Co ciekawe, Szczerek budując swoją groteskową Polskę sięga nie tylko po klasyczne narodowe mity i symbole (niektóre postaci są jakby wprost wyjęte z Sienkiewicza, otwarcie cytuje się tu też Mickiewicza), ale i dopuszcza do głosu współczesną popkulturę. Przypominając, że współczesnego kształtują nie tylko szkolne lektury. I tak, obok klasycznych figur i demonów, pojawia się w „Siódemce” parodia wiedźmina Geralta - postaci uwielbianej przez rodzimych fanów fantasy. Na tyle popularna, iż grę z jego przygodami Donald Tusk ofiarował kiedyś Barack Obama. Gdy zaś w finale wszystko w końcu się sypie, sytuacje ratuje Wilq, najbardziej polski z superbohaterów. Jego pojawienie się nie tylko rozładowuje ponure przesłanie powieści, ale i świetnie podsumowuje jej wydźwięk. Wszak Wilqu – podobnie jak Paweł – jest permanentnie na coś wkurzony.
Jeżeli o coś można mieć do „Siódemki” zastrzeżenia, to o brak jakiegokolwiek bohatera, z którym można by się identyfikować. Jak na książkę, próbująca opisać mity i kompleksy całego narodu, wszyscy są tu niezwykle odlegli, wręcz zdehumanizowani (podobne odczucia miałem czytając kilka lat temu „Wieczny Grunwald” Szczepana Twardocha, książkę równie zafiksowaną na punkcie polskości). Jedynym ludzkim momentem Pawła jest tułaczka po płonącym osiedlu, na którym się wychował. Przez moment widzimy go wtedy bezbronnego i szczerego, przestraszonego szaleństwem, które się wokół rozgrywa. Szerek szybko ucina to jednak wprowadzeniem kolejnej fantastycznej postaci, wszechwiedzącego narratora, który przemawia od początku powieści. Jeszcze gorzej jest z innymi postaciami, które nie dostają nawet tej jednej sceny – chociażby wspominani już pan i pleban to bohaterowie dwuwymiarowi i papierowi, służący jedynie zilustrowaniu pewnych stereotypów.

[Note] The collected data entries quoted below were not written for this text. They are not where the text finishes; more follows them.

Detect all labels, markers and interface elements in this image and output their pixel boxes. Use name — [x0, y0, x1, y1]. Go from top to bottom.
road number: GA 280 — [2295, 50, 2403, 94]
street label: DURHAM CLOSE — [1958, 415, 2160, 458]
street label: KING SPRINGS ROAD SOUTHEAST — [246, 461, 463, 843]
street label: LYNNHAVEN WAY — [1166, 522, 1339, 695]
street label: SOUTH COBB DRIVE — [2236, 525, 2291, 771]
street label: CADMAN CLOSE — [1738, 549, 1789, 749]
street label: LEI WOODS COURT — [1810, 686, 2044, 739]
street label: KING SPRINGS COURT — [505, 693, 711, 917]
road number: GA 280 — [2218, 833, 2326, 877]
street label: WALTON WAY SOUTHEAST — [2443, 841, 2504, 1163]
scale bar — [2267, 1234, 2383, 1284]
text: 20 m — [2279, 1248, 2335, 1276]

Może to jednak zamierzony zabieg? Może Szczerek chce powiedzieć, że wszyscy jesteśmy wcieleniami różnych (budowanych głównie przez nas samych) stereotypów o Polakach? Przemawiałoby za tym apokaliptyczne zakończenie „Siódemki”, w którym Paweł wpierw wmawia sobie, że może być kimś więcej niż Polakiem, by następnie przekonać się, że to nieprawda. Że obojętne, jak głośno powtarzałby sobie, że „polskość to sztuczny konstrukt” i tak okaże się mu całkowicie podległy. Że naprawdę nie ma ucieczki od tego miejsca w Europie, pomiędzy Niemcami i Rosji. Bo wyparłszy się swojej polskości odkryjemy tylko, że nie ma niczego, co mogłoby wypełnić pustkę po niej. „Niczego, co istnieje”.